LECCE – Padalino: “Ad Ascoli un bell’atteggiamento. A Genova proviamo a migliorarci…”
A pochi giorni dalla vittoria del Lecce nel secondo turno della Tim Cup contro l’Ascoli, mister Pasquale Padalino parla soddisfatto ed entusiasta della prestazione dei suoi ragazzi. “Ho ricavato una buona impressione dalla gara di lunedì scorso ad Ascoli – ammette –, i ragazzi hanno fatto vedere personalità contro una squadra di categoria superiore”. E suoi punti su cui lavorare aggiunge: “Ci manca un po’ di continuità e di convinzione. Non potevamo vedere la squadra esprimersi con una certa intensità per tutti i novanta minuti, in quanto il lavoro sulla condizione fisica va ultimato”.
Secondo il Padalino pensiero, la squadra è sulla strada giusta ma è necessario continuare a lavorare in questa direzione: “Bisogna dare il giusto senso a questa vittoria, che ci regala soddisfazione e ci dà convinzione sulle nostre qualità, che dobbiamo cercare di sfruttare e migliorare. Siamo assieme da circa 25 giorni e la conoscenza tra di noi non potrà che migliorare con il passare del tempo. Mi è piaciuto l’atteggiamento che tutta la squadra ha avuto ad Ascoli e vedere Doumbia assieme ad altri compagni uscire dal terreno da gioco con i crampi lo testimonia. Ora mi aspetto che la squadra continui a fare quello che proviamo in questi giorni d’allenamento“.

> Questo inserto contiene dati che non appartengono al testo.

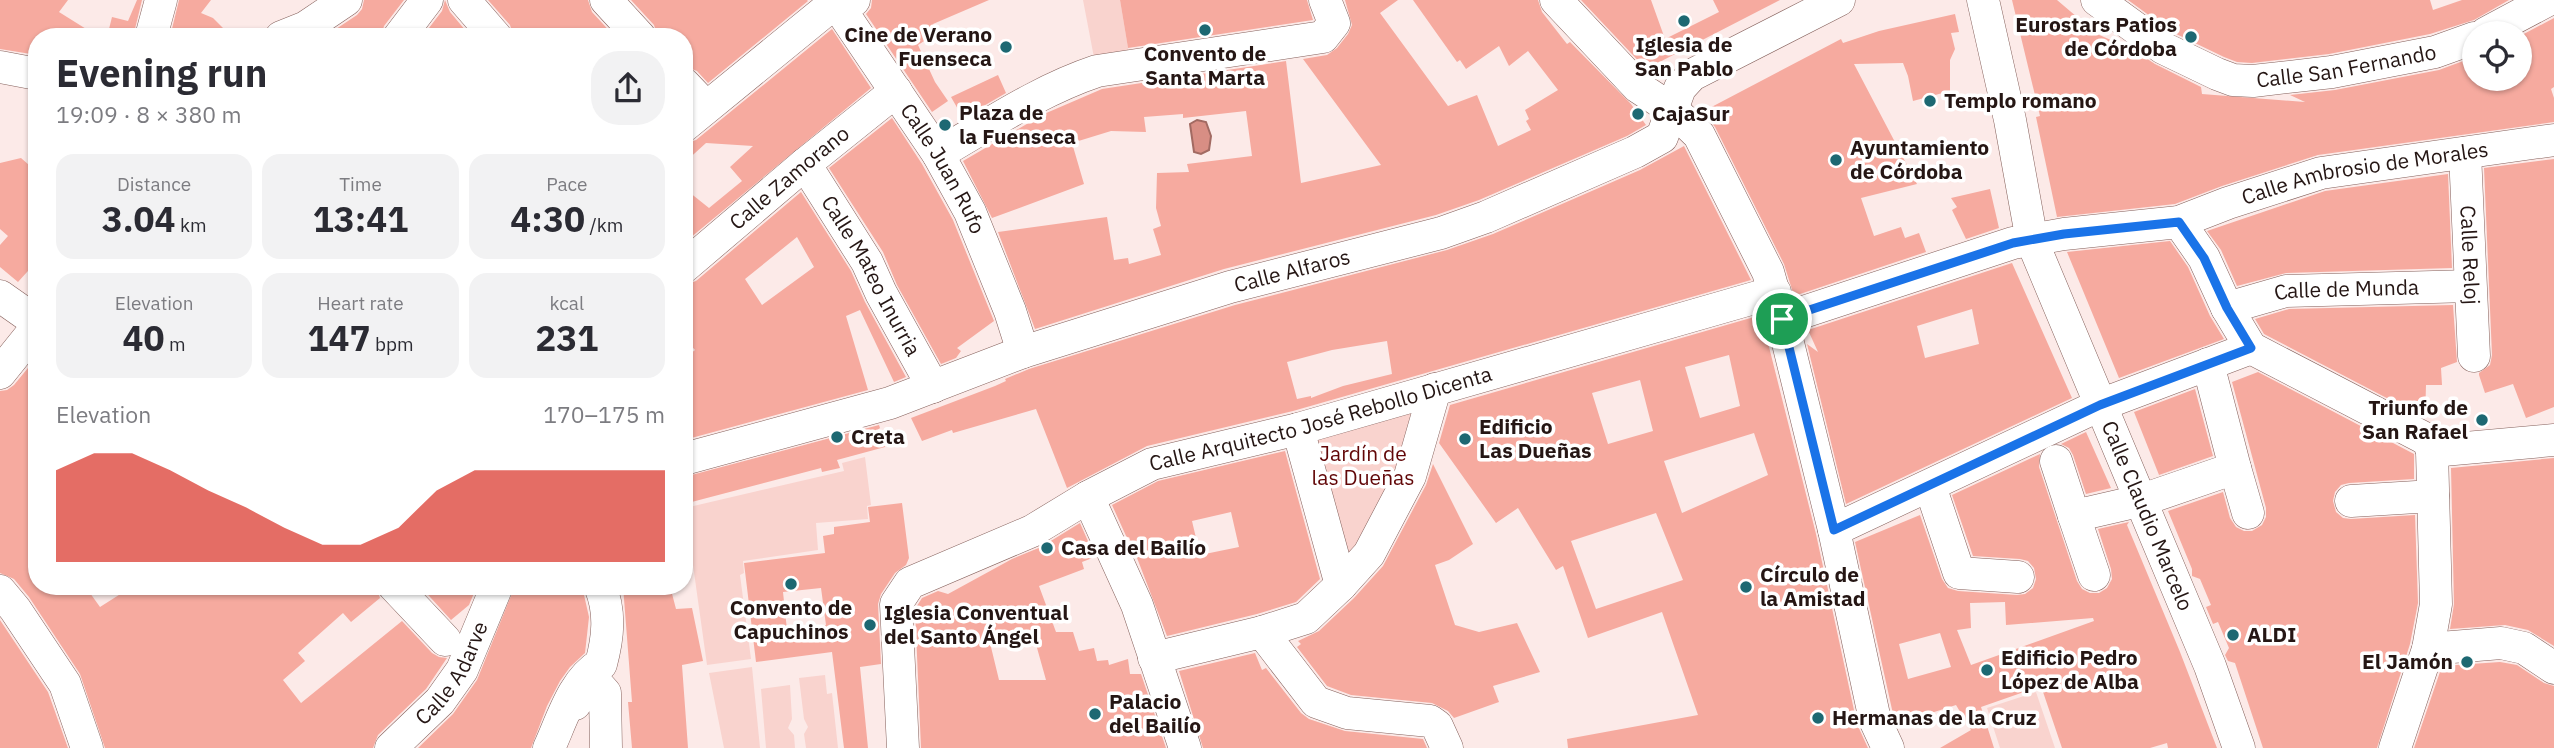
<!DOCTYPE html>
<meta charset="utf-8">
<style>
body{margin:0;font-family:"IBM Plex Sans",sans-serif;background:#f2f2f3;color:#2b2b33;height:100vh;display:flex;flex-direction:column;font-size:26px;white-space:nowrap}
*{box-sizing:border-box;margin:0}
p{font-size:23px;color:#7c7c81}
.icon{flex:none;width:38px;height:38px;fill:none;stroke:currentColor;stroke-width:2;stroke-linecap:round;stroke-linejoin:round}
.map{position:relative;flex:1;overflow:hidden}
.panel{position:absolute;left:28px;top:28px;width:665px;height:567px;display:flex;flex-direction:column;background:#fff;border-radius:28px;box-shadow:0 2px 5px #0004}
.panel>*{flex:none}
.controls{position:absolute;left:2462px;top:21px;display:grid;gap:14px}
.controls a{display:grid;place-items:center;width:70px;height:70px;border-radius:50%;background:#fff;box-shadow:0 2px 5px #0004;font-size:35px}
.pin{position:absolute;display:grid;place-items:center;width:60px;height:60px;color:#fff;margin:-30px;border:4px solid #fff;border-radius:50%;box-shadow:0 2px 7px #0007}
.round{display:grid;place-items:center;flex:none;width:74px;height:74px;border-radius:28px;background:#f2f2f3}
.overview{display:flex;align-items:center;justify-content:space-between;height:119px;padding:0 28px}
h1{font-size:38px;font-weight:800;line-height:52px}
.figures{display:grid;grid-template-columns:repeat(3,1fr);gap:10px;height:119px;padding:7px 28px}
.figures div{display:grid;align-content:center;border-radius:18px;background:#f2f2f3;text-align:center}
.figures b{font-size:35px;font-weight:800}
.figures small{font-size:19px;font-weight:400}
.figures p{font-size:19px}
.chart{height:196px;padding:14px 28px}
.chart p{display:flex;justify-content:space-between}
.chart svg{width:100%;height:126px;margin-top:7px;fill:#d93025;opacity:.7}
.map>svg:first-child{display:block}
</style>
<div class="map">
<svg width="2554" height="748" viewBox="0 0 2554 748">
<rect width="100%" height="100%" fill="#fceae8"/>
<path fill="#f9d3ce" d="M1083 0H1120L1130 60 1096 68Z
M1414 409 1406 474 1343 569 1312 434Z
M865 457 871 505 867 506 868 519 816 523 818 550 743 561 744 573 740 575 751 659 707 665 685 508 844 471 842 463Z
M752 667 760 748H724L709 673Z
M825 675 827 694 832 693 838 748H806L804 734 808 727 804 719 799 678Z
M790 685 792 719 788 728 794 735 795 748H766L761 689Z
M2036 692 2055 748H2000L1987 708Z"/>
<path fill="#d88e84" stroke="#a26a62" stroke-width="2" d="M1197 120 1206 122 1211 136 1209 150 1201 154 1194 152 1190 124Z"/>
<path fill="#f6aa9f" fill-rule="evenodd" d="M0 0H68L59 12 99 37H37V55L0 49Z
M137 0H142L133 37H107L112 17 128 21Z
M179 0H211L201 13 213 18 232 37H170Z
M364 0H404L384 26 381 37H324L357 15 362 9Z
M445 0 450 12 471 37H422L442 11Z
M488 0H588L592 12 615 37H514L510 25Z
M631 0H807L808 1 708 83 697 71 684 66V37H658L654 25Z
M872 0H989L933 24 938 32 918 45 935 82 948 101 932 112 866 14 871 8Z
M1120 0H1307L1313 20 1128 48Z
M1345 0H1398L1380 13 1448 106 1477 95 1498 146 1531 130 1526 121 1529 119 1525 110 1558 90 1528 51 1509 66 1499 46 1466 69 1460 60 1457 62 1413 0H1538L1542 12 1567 44 1570 42 1631 104 1646 125 1627 136 1479 200 1436 215 1224 269 1035 329 998 232 1107 217 1114 260 1128 258 1129 264 1161 255 1153 229 1161 226 1156 208 1157 173 1189 172 1187 164 1252 156 1246 111 1183 118V114L1144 117 1146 132 1111 131 1072 143 1084 184 992 218 963 161 1044 114 1102 89 1286 61 1301 183 1381 165 1303 59 1327 55 1337 48 1348 34 1352 25Z
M1581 0H1651L1665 39 1719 12 1713 0H1780L1646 69Z
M2012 0H2057L2097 34 2134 50 2155 64 2201 87 2202 94 2305 102 2290 95 2335 90 2439 70 2474 57V79H2520V36L2554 18V87L2551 89 2554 98V122L2318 155 2222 186 2175 204 2057 217 2036 117 2040 116Z
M2128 0H2430L2433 10 2462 0H2509L2474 20 2430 34 2329 54 2252 63 2237 62 2224 57 2172 32Z
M1955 14 1959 32 1951 33 1955 49 1950 60V91L1913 101 1908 76 1903 63 1854 64 1917 184 1861 198 1874 236 1901 227 1905 238 1919 233 1926 252 1794 296 1784 264 1715 127 1702 112 1841 39 1843 43 1879 31Z
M832 29 871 88 684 243V188L709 208 742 181 730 167 753 146 706 143 684 163V144L696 140Z
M998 75 1006 93 963 118 951 97Z
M892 118 922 164 953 220 994 321 957 348 961 351 956 358 941 364 897 285 883 252 829 168Z
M1684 146 1751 280 1293 411 1147 446 1067 488 1036 409 953 433 952 430 922 441 911 418 995 386 1006 381 1005 379 1029 369 1235 305 1447 250 1493 234 1640 170ZM1387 341 1392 374 1343 386 1311 398V396L1297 399 1287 362 1332 350Z
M21 158 37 172V261L18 282 0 267V245L8 236 0 229V163Z
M2554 159V407L2526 418 2513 384 2485 393 2479 375V373L2490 365 2492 355 2484 168Z
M2448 174 2452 268 2286 273 2237 286 2221 250 2207 231 2325 191Z
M1990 189 1999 228 1966 239 1952 210 1957 207 1951 198Z
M801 192 851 271 865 302 906 377 894 382 860 310 846 316 868 390 684 440V423H693L686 395 692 391 684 377V359L695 350 684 338V285L696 281ZM797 237 814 267 762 305 745 279Z
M2170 241 2188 267 2210 316 2224 339 2119 378 2067 252Z
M2012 263 2072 398 1846 504 1807 344 1818 352 1808 330ZM1972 309 1979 344 1925 358 1917 326Z
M2453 305 2457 362 2441 368 2442 385H2426L2425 418 2264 334 2255 319 2289 309Z
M1761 315 1816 534 1857 724 1868 748H1568L1567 739 1698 715 1662 612 1588 638 1563 566 1556 570 1518 508 1496 523 1439 443 1450 405ZM1729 355 1740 406 1700 418 1685 367ZM1640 380 1653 431 1608 444 1592 393ZM1754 433 1768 475 1682 513 1664 461ZM1656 513 1683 580 1596 609 1571 541Z
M37 357V586H85L100 607 133 586H376L380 598 351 622 343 613 298 653 305 661 283 680 301 703 402 621 432 653 439 657 447 658 426 689 378 735 373 748H105L80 674 29 597 14 579 0 573V391L7 390 14 385Z
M2258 372 2414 454V479L2349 483 2341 485 2335 492 2333 501 2336 512 2343 518 2351 519 2415 515 2418 603 2410 644 2377 748H2263L2235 663 2228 661 2225 655 2229 648 2218 622 2213 624 2206 607 2211 605 2200 579 2192 576V569L2168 511 2223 492 2230 518 2236 527 2244 531H2252L2262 525 2266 517V508L2232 382Z
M2195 389 2213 456 2159 475 2134 412Z
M879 425 880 428 875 432 881 430 885 447 837 460 840 468 822 472 821 468 684 504V477Z
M2086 432 2111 488 2086 494 2073 455 2069 448 2061 444Z
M1285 451 1320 579 1296 602 1257 614 1167 636 1129 537 1127 538 1112 505 1158 481ZM1231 512 1239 547 1200 555 1192 521Z
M2040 454 2039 467 2077 581 2082 589 2090 593H2099L2107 588 2112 579 2111 569 2098 529 2129 522 2127 525 2180 652 2217 748H2168L2167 743 2150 748H2062L2041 686 1981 707 1994 748H1940L1971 730 1956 705 1897 724 1893 714 1855 542 1920 515 1942 579 1948 588 1958 591 2017 595 2025 594 2033 588 2036 579 2034 568 2028 561 2020 559 1973 556 1952 495ZM2005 602 2006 625 2093 618 2094 621 1971 665 1957 630 1971 628 1970 603ZM1940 633 1951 667 1908 679 1899 644Z
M2554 458V646L2528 630 2505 625 2450 629 2454 604 2451 468Z
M1433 464 1473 544 1449 560 1435 565 1455 625 1479 632 1517 623 1540 672 1493 686 1499 702 1454 718 1448 711 1432 703 1351 695 1327 686 1297 647 1301 644 1298 641 1319 631 1354 598 1383 566 1426 485Z
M902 503 909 558 906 565 895 573 881 594 878 604 881 664 860 667 868 748H844L832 652 756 662 744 563 825 553 823 536 834 534V527L870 522 868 507ZM821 588 826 625 787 630 783 592Z
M1080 523 1095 557 1082 562 1084 569 1039 586 1056 632H1073L1079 651 1094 648 1097 661 1108 660 1109 665 1128 659 1130 674H1141L1166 748H921L915 609 922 598 938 591 948 594 1012 559 1041 547ZM1032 630 1046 680H999L991 647Z
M420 586H477L469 605 451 620Z
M515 586H582L589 617 585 653 570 667 560 681 547 706 531 748H418L453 714 477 680Z
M623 586H670L676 609 692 608 703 661 682 665 688 748H632L628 702H632Z
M0 620 48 692 68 748H0Z
M1255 653 1262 670 1266 668 1301 713 1309 719 1345 731 1423 739 1427 748H1203L1179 671Z
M2500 662 2517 665 2544 683 2554 686V748H2414L2442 666Z"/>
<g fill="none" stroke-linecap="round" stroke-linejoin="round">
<defs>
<g id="minor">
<path d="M464 0 496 37"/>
<path d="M606 0 640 37"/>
<path id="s1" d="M834 0 938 154 970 212 1010 311 1023 352"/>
<path d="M1556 0 1638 87 1673 110 1699 135 1768 272 1788 343 1834 530 1875 720 1888 748"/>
<path id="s2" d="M1983 0 2010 120 2032 241 2210 666 2239 748"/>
<path id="s3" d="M2097 0 2163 48 2217 74 2233 80 2253 81 2332 72 2435 52 2474 38"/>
<path d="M2486 33 2548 0"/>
<path d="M151 37 161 0"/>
<path d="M281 37 306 27 346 0"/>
<path d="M399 37 427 0"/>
<path d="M0 67 37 74"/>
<path d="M684 84 706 107"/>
<path d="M684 126 837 1 854 0"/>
<path id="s4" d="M2465 153 2474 356"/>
<path d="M938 154C990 124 1040 90 1097 71L1323 37 1334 23 1325 0"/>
<path id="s5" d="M805 164 867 262 881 293 933 387"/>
<path d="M2179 222 2204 258 2227 308 2251 348 2428 440 2432 451 2436 604 2428 649 2395 748"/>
<path id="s6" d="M684 267 805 164 896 91"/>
<path d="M0 296 37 322"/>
<path id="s7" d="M2227 308 2286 291 2470 286"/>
<path id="s8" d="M1782 319 2013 243 2064 234 2179 222 2228 203 2321 173 2554 140"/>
<path d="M0 373 37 327"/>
<path d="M1298 429 1341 585"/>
<path d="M2432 451 2554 440"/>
<path id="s9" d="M684 459 890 403 1023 352 1230 287 1441 233 1486 217 1635 152 1662 137 1680 88 1692 75 1839 0"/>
<path d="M2056 461 2074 516 2139 501 2235 468 2208 364"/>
<path d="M2235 468 2248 513"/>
<path d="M1930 486 1959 573 2018 577"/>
<path d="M1088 497 1137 605 1185 748"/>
<path d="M2351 501 2433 496"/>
<path d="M2074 516 2094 575"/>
<path d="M1834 530 2100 405 2251 348"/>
<path d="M394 586 445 640"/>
<path d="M0 591 15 609 65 684 87 748"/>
<path d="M1262 632 1316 702 1347 713 1430 721 1437 726 1447 748"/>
<path d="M2428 649 2501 643 2524 648 2554 668"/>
<path d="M1154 658 1262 632 1306 618 1341 585 1369 554 1410 476 1435 389"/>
<path d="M575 704C579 694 583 683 597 684L605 693 606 748"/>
<path id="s10" d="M391 748 440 701 462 670 497 586"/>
<path d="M549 748C562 720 573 680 601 664 608 638 611 612 600 586"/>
<path id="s11" d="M903 748 896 604 910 583 1032 531 1088 497 1152 464 1298 429 1775 292"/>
</g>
</defs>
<use href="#minor" stroke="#85615c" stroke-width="33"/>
<use href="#minor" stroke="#fff" stroke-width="32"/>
</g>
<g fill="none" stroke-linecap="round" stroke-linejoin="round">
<defs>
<path id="route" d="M2179 222 2204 258 2227 308 2251 348 2100 405 1834 530 1782 319 2013 243 2064 234Z"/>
</defs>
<use href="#route" stroke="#fff" stroke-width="14"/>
<use href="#route" stroke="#1a73e8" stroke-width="9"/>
</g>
<g fill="#1d6872" stroke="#fff" stroke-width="2.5">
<circle cx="1684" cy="21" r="7"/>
<circle cx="1205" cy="30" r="7"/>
<circle cx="2191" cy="37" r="7"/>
<circle cx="1006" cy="47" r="7"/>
<circle cx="1930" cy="101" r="7"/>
<circle cx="1638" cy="114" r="7"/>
<circle cx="945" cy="125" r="7"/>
<circle cx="1836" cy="160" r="7"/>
<circle cx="2482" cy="420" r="7"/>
<circle cx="837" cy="437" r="7"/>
<circle cx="1465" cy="439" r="7"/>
<circle cx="1047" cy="548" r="7"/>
<circle cx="791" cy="584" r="7"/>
<circle cx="1746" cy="587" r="7"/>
<circle cx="870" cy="625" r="7"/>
<circle cx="2233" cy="635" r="7"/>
<circle cx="2467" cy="662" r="7"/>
<circle cx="1987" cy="670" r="7"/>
<circle cx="1095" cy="714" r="7"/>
<circle cx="1818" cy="718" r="7"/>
</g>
<g text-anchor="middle" stroke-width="7" stroke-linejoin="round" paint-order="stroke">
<g font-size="21" font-weight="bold" fill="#251614" stroke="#fff" text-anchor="start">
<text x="2177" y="32" text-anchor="end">Eurostars Patios<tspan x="2177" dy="24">de Córdoba</tspan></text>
<text x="992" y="42" text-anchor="end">Cine de Verano<tspan x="992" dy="24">Fuenseca</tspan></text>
<text x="1684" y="52" text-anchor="middle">Iglesia de<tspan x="1684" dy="24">San Pablo</tspan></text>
<text x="1205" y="61" text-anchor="middle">Convento de<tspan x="1205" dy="24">Santa Marta</tspan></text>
<text x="1944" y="108">Templo romano</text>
<text x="959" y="120">Plaza de<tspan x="959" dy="24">la Fuenseca</tspan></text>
<text x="1652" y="121">CajaSur</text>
<text x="1850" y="155">Ayuntamiento<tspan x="1850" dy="24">de Córdoba</tspan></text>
<text x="2468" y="415" text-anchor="end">Triunfo de<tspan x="2468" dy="24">San Rafael</tspan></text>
<text x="1479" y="434">Edificio<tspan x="1479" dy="24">Las Dueñas</tspan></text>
<text x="851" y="444">Creta</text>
<text x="1061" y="555">Casa del Bailío</text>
<text x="1760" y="582">Círculo de<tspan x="1760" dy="24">la Amistad</tspan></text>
<text x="791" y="615" text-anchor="middle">Convento de<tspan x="791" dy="24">Capuchinos</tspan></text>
<text x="884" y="620">Iglesia Conventual<tspan x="884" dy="24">del Santo Ángel</tspan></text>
<text x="2247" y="642">ALDI</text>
<text x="2001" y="665">Edificio Pedro<tspan x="2001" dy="24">López de Alba</tspan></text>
<text x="2453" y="669" text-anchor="end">El Jamón</text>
<text x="1109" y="709">Palacio<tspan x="1109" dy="24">del Bailío</tspan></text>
<text x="1832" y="725">Hermanas de la Cruz</text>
</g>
<g font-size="21" fill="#251614" stroke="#fff">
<text dy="7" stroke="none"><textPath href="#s3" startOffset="273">Calle San Fernando</textPath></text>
<text dy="7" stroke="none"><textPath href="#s1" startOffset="201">Calle Juan Rufo</textPath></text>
<text dy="7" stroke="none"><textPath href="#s8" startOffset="604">Calle Ambrosio de Morales</textPath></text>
<text dy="7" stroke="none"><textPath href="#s6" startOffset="138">Calle Zamorano</textPath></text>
<text dy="7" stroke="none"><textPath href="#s4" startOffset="102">Calle Reloj</textPath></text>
<text dy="7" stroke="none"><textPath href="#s9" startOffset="637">Calle Alfaros</textPath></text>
<text dy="7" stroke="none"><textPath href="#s5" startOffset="130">Calle Mateo Inurria</textPath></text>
<text dy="7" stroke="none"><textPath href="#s7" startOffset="122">Calle de Munda</textPath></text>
<text dy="7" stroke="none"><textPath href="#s11" startOffset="614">Calle Arquitecto José Rebollo Dicenta</textPath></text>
<text dy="7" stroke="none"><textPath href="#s2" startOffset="544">Calle Claudio Marcelo</textPath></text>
<text dy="7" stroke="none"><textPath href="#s10" startOffset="98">Calle Adarve</textPath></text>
</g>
<g font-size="21" fill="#610607" stroke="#fff">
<text x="1363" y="461">Jardín de<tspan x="1363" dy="24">las Dueñas</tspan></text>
</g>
</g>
</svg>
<div class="controls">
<a><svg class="icon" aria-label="locate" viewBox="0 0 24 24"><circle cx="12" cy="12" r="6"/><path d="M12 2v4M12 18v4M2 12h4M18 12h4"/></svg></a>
</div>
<div class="pin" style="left:1782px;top:319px;background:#1e9e55"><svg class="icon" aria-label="arrive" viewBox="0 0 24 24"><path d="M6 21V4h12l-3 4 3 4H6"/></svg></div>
<section class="panel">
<div class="overview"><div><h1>Evening run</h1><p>19:09 · 8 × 380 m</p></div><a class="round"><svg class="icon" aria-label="share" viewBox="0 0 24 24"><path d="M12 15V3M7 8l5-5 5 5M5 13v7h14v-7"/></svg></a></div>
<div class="figures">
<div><p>Distance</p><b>3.04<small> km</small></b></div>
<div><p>Time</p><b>13:41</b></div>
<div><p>Pace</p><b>4:30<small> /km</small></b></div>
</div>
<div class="figures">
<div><p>Elevation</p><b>40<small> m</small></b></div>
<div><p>Heart rate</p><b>147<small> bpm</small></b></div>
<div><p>kcal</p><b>231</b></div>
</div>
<div class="chart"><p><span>Elevation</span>170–175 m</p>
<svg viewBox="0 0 160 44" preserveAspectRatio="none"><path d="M0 44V12L10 6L20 6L30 12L40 19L50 25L60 32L70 38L80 38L90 32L100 19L110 12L120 12L130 12L140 12L150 12L160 12V44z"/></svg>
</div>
</section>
</div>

Domani pomeriggio, fischio d’inizio alle 18.30, giallorossi nuovamente in campo per il terzo turno della Tim Cup, tra la voglia di continuare a crescere ed i rischi derivanti da un doppio impegnato ravvicinato in questa fase della stagione. “Genova è una vetrina importante – rimarca l’ex tecnico del Matera –, affronteremo una squadra di serie A, ma il Lecce deve mantenere sempre un atteggiamento propositivo e provare a migliorare quegli aspetti che si sono visti poco o nulla nelle precedenti gare. L’intesa tra i reparti ed i singoli calciatori migliorerà. Se può avere un peso scendere in campo a distanza di pochi giorni? Non stiamo parlando di gare ravvicinate come ci sono nel corso di un campionato quando la preparazione è avanzata. Per il Genoa si tratterà della prima gara ufficiale, mentre per noi della seconda in poco tempo. La squadra ne potrà risentire sia a livello mentale che fisico. Dovremo essere bravi a gestire le risorse mentali e con l’entusiasmo colmare le differenze che esistono tra noi e il Genoa. Mi aspetto un avversario aggressivo – conclude Padalino –, che cercherà di fare la partita com’è giusto che sia nella prima gara davanti ai propri tifosi.”